|TRIBUTE TO BESSIE SMITH
Tiziana Ghiglioni (vocals), Oscar Klein (trumpet), Dick Wellstood (piano), Lino Patruno (guitar)
Bessie Smith (July, 1892 or April, 1894 -- September 26, 1937) was the most popular and successful female American blues singer of the 1920s and 1930s.
For the 1900 census, Bessie Smith's mother, Laura Smith, reported that Bessie was born in Chattanooga, Tennessee in July, 1892. However, for the following census (1910), her sister, Viola Smith, reported the date as April 15, 1894; that date appears on all subsequent documents and was the one observed by the entire Smith family. There remains a serious debate regarding the size of Bessie Smith's family. The 1870 and 1880 censuses report three older half-siblings, but the 1900 census reports data that is at odds with the recollections of her family and contemporaries.
That she was the daughter of Laura (Owens) Smith and William Smith is not in dispute. William Smith was a laborer and part-time Baptist preacher (he was listed in the 1870 census as a minister of the gospel, in Moulton, Lawrence, Alabama) who died before Bessie could remember him. By the time she was nine, she had lost her mother as well, and her older sister Viola was left in charge of caring for her sisters and brothers.
As a way of earning money for their impoverished household, Smith and her brother Andrew began performing on the streets of Chattanooga as a duo, she singing and dancing, he accompanying on guitar; their preferred location was in front of the White Elephant Saloon at Thirteenth and Elm streets in the heart of the city's African-American community.
In 1904, her oldest brother, Clarence, covertly left home by joining a small traveling troupe owned by Moses Stokes. "If Bessie had been old enough, she would have gone with him," said Clarence's widow, Maud. "That's why he left without telling her, but Clarence told me she was ready, even then. Of course, she was only a child."
In 1912, Clarence returned to Chattanooga with the Stokes troupe and arranged for its managers, Lonnie and Cora Fisher, to give her an audition. She was hired as a dancer rather than a singer, because the company also included Ma Rainey.

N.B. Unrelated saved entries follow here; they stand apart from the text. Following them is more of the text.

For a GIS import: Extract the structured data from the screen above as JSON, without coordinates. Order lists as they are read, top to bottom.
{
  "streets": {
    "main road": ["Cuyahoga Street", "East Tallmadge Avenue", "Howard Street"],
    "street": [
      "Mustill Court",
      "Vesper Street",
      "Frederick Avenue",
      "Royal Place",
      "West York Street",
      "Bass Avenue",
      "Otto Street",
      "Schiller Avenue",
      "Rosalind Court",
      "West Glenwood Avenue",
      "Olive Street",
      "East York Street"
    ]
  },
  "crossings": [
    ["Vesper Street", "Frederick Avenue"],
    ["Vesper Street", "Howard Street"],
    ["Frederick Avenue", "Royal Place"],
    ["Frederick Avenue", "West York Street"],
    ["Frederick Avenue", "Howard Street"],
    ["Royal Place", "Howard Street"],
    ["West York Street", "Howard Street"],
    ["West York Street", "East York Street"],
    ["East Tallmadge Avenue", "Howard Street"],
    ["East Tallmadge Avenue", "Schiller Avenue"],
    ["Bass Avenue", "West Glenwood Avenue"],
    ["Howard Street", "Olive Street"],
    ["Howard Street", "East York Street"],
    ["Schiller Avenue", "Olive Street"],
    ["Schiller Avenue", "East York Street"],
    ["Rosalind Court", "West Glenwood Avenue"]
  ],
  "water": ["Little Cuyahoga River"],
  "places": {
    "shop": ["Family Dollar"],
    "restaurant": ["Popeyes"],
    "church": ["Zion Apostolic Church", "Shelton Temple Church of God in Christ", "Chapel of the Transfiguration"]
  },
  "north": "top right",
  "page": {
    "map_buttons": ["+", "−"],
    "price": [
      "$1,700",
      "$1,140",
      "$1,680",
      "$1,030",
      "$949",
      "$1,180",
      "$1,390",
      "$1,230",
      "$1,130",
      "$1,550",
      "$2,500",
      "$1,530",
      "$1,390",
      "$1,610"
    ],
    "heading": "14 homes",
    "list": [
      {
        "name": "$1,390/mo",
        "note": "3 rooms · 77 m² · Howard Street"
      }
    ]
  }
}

By the early 1920s, Smith had starred with Sidney Bechet in How Come?, a musical that made its way to Broadway, and spent several years working out of Atlanta, Georgia's 81 Theater, performing in black theaters along the East Coast. Following a run-in with the producer of How Come?, she was replaced by Alberta Hunter and returned to Philadelphia, where she now lived. There, she met and fell in love with Jack Gee, a security guard whom she married on June 7, 1923, just as her first recordings were being released by Columbia Records. The marriage was a stormy one, with infidelity on both sides. During the marriage, Smith became the biggest headliner on the black Theater Owners Booking Association ( T.O.B.A.) circuit, running a show that sometimes featured as many as 40 troupers and made her the highest-paid black entertainer of her day. Gee was impressed by the money, but never adjusted to show business life, especially not Smith's bisexuality. In 1929, when Smith learned of Jack Gee's affair with another performer, Gertrude Saunders, she ended the marriage, but never sought a legal divorce. Smith eventually found a common-law husband in an old friend, Richard Morgan, who was Lionel Hampton's uncle and the antithesis of her husband, and with whom she stayed until her death.